- _DATASET RECORDS_
────────────────────────────────────────

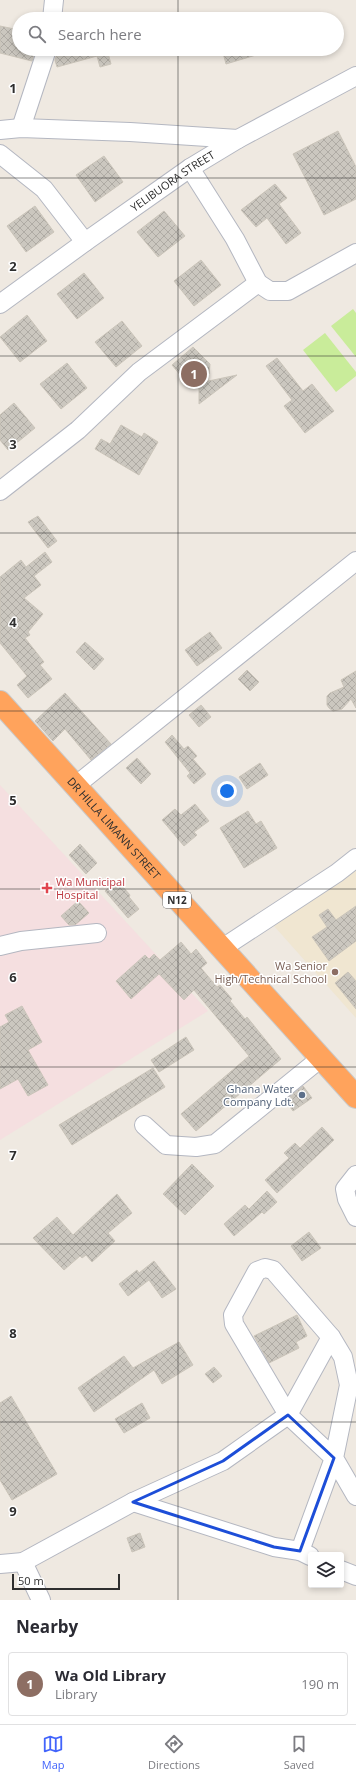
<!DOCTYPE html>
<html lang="en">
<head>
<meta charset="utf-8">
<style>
  body { margin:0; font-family:"Open Sans",sans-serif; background:#f7f7f7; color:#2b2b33 }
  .controls { position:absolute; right:12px; bottom:12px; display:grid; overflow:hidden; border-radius:4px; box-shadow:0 2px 6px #0003 }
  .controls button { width:36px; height:36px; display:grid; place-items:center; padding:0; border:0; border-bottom:1px solid #e1e1e2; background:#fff; color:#2b2b33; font:20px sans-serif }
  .scale { position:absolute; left:12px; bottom:10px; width:108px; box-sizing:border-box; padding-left:4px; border:2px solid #2e2e2e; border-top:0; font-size:11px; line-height:14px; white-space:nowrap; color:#2e2e2e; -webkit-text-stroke:3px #fff; paint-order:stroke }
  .you { position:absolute; left:227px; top:791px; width:14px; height:14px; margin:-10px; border:3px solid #fff; border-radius:50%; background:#1a73e8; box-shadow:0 0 0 6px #1a73e833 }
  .badge { display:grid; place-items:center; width:26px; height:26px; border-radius:50%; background:#4264fb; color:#fff; font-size:13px; font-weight:700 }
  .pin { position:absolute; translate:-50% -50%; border:2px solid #fff; box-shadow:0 1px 4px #0006 }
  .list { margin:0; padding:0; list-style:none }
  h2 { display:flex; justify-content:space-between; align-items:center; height:52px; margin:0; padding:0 16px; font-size:17px }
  h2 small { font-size:13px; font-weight:400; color:#7c7c81 }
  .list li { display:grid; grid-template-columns:26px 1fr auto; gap:12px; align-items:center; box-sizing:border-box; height:64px; margin:0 8px 8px; padding:0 8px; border:1px solid #e1e1e2; border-radius:4px }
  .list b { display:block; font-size:15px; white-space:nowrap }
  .list p { margin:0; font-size:13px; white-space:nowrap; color:#7c7c81 }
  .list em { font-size:13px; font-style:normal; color:#7c7c81 }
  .icon { flex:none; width:22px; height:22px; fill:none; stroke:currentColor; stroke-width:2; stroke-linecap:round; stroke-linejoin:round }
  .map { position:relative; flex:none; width:356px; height:1600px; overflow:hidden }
  .search { position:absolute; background:#fff; box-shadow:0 2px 6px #0003; left:12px; right:12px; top:12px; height:44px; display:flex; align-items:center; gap:10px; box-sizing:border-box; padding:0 14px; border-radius:22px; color:#7c7c81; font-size:15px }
  .sheet { height:124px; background:#fff }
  nav { display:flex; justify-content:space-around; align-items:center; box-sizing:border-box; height:56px; border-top:1px solid #e1e1e2; background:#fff; font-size:11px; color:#7c7c81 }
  nav a { display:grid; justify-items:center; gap:2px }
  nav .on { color:#4264fb }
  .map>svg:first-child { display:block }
  .education { fill:#f0e6d1 }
  .medical { fill:#f5dfe0 }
  .pitch { fill:#c9ec9a }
  .building { fill:url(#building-cross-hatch); stroke:#cbc5ba }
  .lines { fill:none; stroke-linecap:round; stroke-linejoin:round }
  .minor-casing { stroke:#b4b7c1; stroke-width:20 }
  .highway-casing { stroke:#c9c9c9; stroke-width:24 }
  .minor { stroke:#fff; stroke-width:18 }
  .highway { stroke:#ffa35c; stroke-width:22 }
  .marked { fill:none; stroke:#1d4ed8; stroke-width:3; stroke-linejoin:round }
  .grid { fill:none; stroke:#2e2e2e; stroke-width:1; stroke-opacity:0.55 }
  .health-dot { fill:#e0444e; stroke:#fff; stroke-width:1.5 }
  .education-dot { fill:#8d6e63; stroke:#fff; stroke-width:1.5 }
  .service-dot { fill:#5c6f8a; stroke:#fff; stroke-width:1.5 }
  .labels { text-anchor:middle; stroke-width:3; stroke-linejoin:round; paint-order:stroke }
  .shield { fill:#fff; stroke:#6d6d6d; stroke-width:1 }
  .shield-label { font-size:10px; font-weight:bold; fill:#2e2e2e }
  .street-label { font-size:11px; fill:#2e2e2e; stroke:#fff }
  .health-label { font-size:11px; fill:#be3a42; stroke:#fff; text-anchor:start }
  .education-label { font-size:11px; fill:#785e54; stroke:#fff; text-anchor:end }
  .service-label { font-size:11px; fill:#4e5e75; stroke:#fff; text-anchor:end }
  .grid-label { font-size:13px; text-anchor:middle; font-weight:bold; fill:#2e2e2e; stroke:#fff; stroke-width:3; stroke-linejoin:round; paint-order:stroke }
</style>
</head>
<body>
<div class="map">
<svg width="356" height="1600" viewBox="0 0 356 1600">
  <defs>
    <pattern id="building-cross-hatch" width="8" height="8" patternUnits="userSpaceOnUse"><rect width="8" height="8" fill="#cbc7bf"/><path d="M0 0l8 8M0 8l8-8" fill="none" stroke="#afaba4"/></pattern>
  </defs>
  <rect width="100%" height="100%" fill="#efe9e1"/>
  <path class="education" d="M356,867V1018L274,926Z"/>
  <path class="medical" d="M0,785L208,1011L0,1140Z"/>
  <g class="pitch">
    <path d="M353,309L356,313V357L331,326Z"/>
    <path d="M325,333L356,372V376L336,392L303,350Z"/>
  </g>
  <g class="building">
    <path d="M0,26L19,30V49H36L32,61L0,53Z"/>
    <path d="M71,49H109L110,52L108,53L111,64L100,67L97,56L57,67L55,60L57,53Z"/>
    <path d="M222,49H265L266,52L226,64Z"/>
    <path d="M338,131L356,167V199L324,215L293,154Z"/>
    <path d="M104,156L123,182L95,202L76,175Z"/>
    <path d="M275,184L287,198L279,204L301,233L286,244L267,218L256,227L241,210Z"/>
    <path d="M35,206L54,232L26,252L7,226Z"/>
    <path d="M164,211L185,236L158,257L137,232Z"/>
    <path d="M201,260L221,285L194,306L174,281Z"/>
    <path d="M84,273L104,298L77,319L57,294Z"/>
    <path d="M27,315L47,341L20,362L0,337Z"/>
    <path d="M122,321L142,346L116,367L95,342Z"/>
    <path d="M193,347L210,364L209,374L186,382L172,365Z"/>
    <path d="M277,358L303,391L312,384L334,411L305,433L284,406L292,400L266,366Z"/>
    <path d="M67,363L87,388L61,409L40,384Z"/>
    <path d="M237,375L199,404V383Z"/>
    <path d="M14,403L35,428L8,450L0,440V415Z"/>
    <path d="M121,425L142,437L144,433L158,442L139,475L95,449L101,439L110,444Z"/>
    <path d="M38,516L57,541L48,548L28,522Z"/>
    <path d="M45,552L52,562L34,576L41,585L24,598L43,614L28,632L30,635L25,638L44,662L40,665L52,679L28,698L17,685L27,676L0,643V577L21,560L26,567Z"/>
    <path d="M210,632L222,648L197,666L185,650Z"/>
    <path d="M85,642L104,659L94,670L76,652Z"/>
    <path d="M247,670L259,682L250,691L238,679Z"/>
    <path d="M356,671V708L351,699L342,709L333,711L329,708L327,705V696L330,693L344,687L341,680Z"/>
    <path d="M65,693L111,744L91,760L65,729L53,741L35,721Z"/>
    <path d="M201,705L211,717L199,727L189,715Z"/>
    <path d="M172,735L184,749L188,746L197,756L193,759L206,774L194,784L187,776L190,773L165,742Z"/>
    <path d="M137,758L151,774L141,784L126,768Z"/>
    <path d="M260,763L268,775L247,789L239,777Z"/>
    <path d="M195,804L209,821L194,832L197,835L184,846L162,820L175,809L181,815Z"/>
    <path d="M248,811L256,824L261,821L277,848L244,868L220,828Z"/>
    <path d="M80,844L97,863L86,874L69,855Z"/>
    <path d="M117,880L130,895L129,897L139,909L128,918L105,891Z"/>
    <path d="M78,901L89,913L75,925H69L61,916Z"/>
    <path d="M356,906V941L329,961L312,937L327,927L319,915L328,909L336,920Z"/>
    <path d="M181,942L191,954L196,949L207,963L201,968L217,987L220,985L232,999L230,1001L245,1019L247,1017L281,1059L196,1131L181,1114L249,1056L194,990L184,1000L159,974L131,999L116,981L145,955L149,959L154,954L160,960Z"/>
    <path d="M348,972L356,981V1009L335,983Z"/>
    <path d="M22,1006L42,1042L28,1050L48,1085L28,1096L18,1079L0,1089V1027L9,1022L5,1015Z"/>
    <path d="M186,1037L194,1050L159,1072L151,1060Z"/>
    <path d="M153,1068L165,1087L72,1145L59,1125Z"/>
    <path d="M303,1086L312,1098L293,1111L285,1100Z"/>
    <path d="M322,1127L334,1140L277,1193L265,1180L289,1158L284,1153L295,1143L300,1148Z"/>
    <path d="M192,1164L214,1186L185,1215L163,1194Z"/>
    <path d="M267,1191L277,1202L264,1214L262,1212L234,1236L224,1224L245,1205L249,1209Z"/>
    <path d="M117,1194L132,1213L108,1233L115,1241L92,1262L86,1255L82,1258L80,1256L64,1270L33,1238L57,1217L73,1235Z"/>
    <path d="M309,1232L321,1248L302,1261L291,1246Z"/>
    <path d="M154,1261L176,1289L162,1298L149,1280L128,1296L119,1284L137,1270L139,1273Z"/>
    <path d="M297,1315L307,1336L296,1342L299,1348L269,1363L254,1336Z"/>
    <path d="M179,1342L193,1365L162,1384L154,1370L94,1412L78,1388L124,1356L133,1368Z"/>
    <path d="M214,1367L222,1376L213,1383L205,1374Z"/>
    <path d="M11,1396L57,1474L12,1500L0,1480V1403Z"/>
    <path d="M142,1403L150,1418L124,1433L115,1419Z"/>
    <path d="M140,1533L145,1547L132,1552L127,1538Z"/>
  </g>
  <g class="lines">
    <g class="minor-casing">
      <g id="minor">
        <path d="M52,19L54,0"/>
        <path d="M21,128L47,49"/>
        <path d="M0,130L21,128L130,132L238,139"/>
        <path d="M0,154L44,189L85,242"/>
        <path d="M190,168L235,239L258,283L270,291H288L356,253"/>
        <path id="s1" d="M0,304L85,242L190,168L238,139L356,76"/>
        <path d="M0,491L78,430L139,372L258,283"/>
        <path d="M75,786L356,561"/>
        <path d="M0,946L21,941L97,933"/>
        <path d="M221,949L337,873L356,858"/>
        <path d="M144,1125L166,1145L196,1147L215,1144L321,1058"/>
        <path d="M356,1175L345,1189L347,1199L356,1217"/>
        <path d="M133,1502L274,1547L300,1551L310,1556"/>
        <path d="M300,1551L334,1458L349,1385L343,1357L331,1337L273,1270L265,1268L257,1271L233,1315L234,1324L288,1415L334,1458L356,1496"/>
        <path d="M23,1562L41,1600"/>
        <path d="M0,1564L23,1562L133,1502L223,1461L288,1415L331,1337"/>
        <path d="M341,1570L356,1576"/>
      </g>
    </g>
    <g class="highway-casing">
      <g id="highway">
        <path id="s2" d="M0,702L356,1097"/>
      </g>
    </g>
    <use href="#minor" class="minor"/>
    <use href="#highway" class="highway"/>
  </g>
  <path class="marked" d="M288,1415L334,1458L300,1551L274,1547L133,1502L223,1461Z"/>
  <path class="grid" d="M178,0V19M178,49V1600M0,178H356M0,356H356M0,533H356M0,711H356M0,889H356M0,1067H356M0,1244H356M0,1422H356"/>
  <path class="health-dot" d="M45 882h4v4h4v4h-4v4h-4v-4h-4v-4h4z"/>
  <circle class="education-dot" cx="335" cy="972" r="4"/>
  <circle class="service-dot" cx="302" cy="1095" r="4"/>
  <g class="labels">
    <rect class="shield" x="163" y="892" width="28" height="16" rx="3"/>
    <g class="shield-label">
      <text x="177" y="904">N12</text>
    </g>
    <g class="street-label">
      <text dy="4" stroke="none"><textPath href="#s1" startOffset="212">YELIBUORA STREET</textPath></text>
      <text dy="4" stroke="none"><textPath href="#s2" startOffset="170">DR HILLA LIMANN STREET</textPath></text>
    </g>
    <g class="health-label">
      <text x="56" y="886">Wa Municipal<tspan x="56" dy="13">Hospital</tspan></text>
    </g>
    <g class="education-label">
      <text x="327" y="970">Wa Senior<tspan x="327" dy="13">High/Technical School</tspan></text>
    </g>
    <g class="service-label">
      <text x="294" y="1093">Ghana Water<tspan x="294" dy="13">Company Ldt.</tspan></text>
    </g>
  </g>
  <g class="grid-label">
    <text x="13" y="93">1</text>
    <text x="13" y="271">2</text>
    <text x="13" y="449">3</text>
    <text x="13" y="627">4</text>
    <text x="13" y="805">5</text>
    <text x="13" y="982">6</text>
    <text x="13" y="1160">7</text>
    <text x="13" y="1338">8</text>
    <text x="13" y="1516">9</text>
  </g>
</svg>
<div class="controls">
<button><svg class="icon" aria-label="layers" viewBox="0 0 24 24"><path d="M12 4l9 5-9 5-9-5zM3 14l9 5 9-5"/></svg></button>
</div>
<div class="scale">50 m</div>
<div class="you"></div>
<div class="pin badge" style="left:194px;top:374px;background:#8d6e63">1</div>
<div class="search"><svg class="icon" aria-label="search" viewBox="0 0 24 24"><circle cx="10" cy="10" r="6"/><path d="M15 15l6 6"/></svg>Search here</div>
</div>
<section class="sheet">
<h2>Nearby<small></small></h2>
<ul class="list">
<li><span class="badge" style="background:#8d6e63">1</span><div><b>Wa Old Library</b><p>Library</p></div><em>190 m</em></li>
</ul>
</section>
<nav>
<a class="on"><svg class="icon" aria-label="map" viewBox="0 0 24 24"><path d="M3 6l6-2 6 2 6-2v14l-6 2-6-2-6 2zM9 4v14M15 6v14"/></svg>Map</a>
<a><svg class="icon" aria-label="directions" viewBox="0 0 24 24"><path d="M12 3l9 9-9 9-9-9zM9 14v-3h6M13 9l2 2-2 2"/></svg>Directions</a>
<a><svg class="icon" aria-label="saved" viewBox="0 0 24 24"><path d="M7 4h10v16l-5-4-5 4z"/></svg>Saved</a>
</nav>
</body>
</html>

────────────────────────────────────────

- _EXERCISE DIRECTIONS_
Pictures stay out; output the lines from the top of the listing above through the line containing "position:absolute; left:227px; top:791px;", exactly as they stand.

- _ANSWER TO THIS EXERCISE_
<!DOCTYPE html>
<html lang="en">
<head>
<meta charset="utf-8">
<style>
  body { margin:0; font-family:"Open Sans",sans-serif; background:#f7f7f7; color:#2b2b33 }
  .controls { position:absolute; right:12px; bottom:12px; display:grid; overflow:hidden; border-radius:4px; box-shadow:0 2px 6px #0003 }
  .controls button { width:36px; height:36px; display:grid; place-items:center; padding:0; border:0; border-bottom:1px solid #e1e1e2; background:#fff; color:#2b2b33; font:20px sans-serif }
  .scale { position:absolute; left:12px; bottom:10px; width:108px; box-sizing:border-box; padding-left:4px; border:2px solid #2e2e2e; border-top:0; font-size:11px; line-height:14px; white-space:nowrap; color:#2e2e2e; -webkit-text-stroke:3px #fff; paint-order:stroke }
  .you { position:absolute; left:227px; top:791px; width:14px; height:14px; margin:-10px; border:3px solid #fff; border-radius:50%; background:#1a73e8; box-shadow:0 0 0 6px #1a73e833 }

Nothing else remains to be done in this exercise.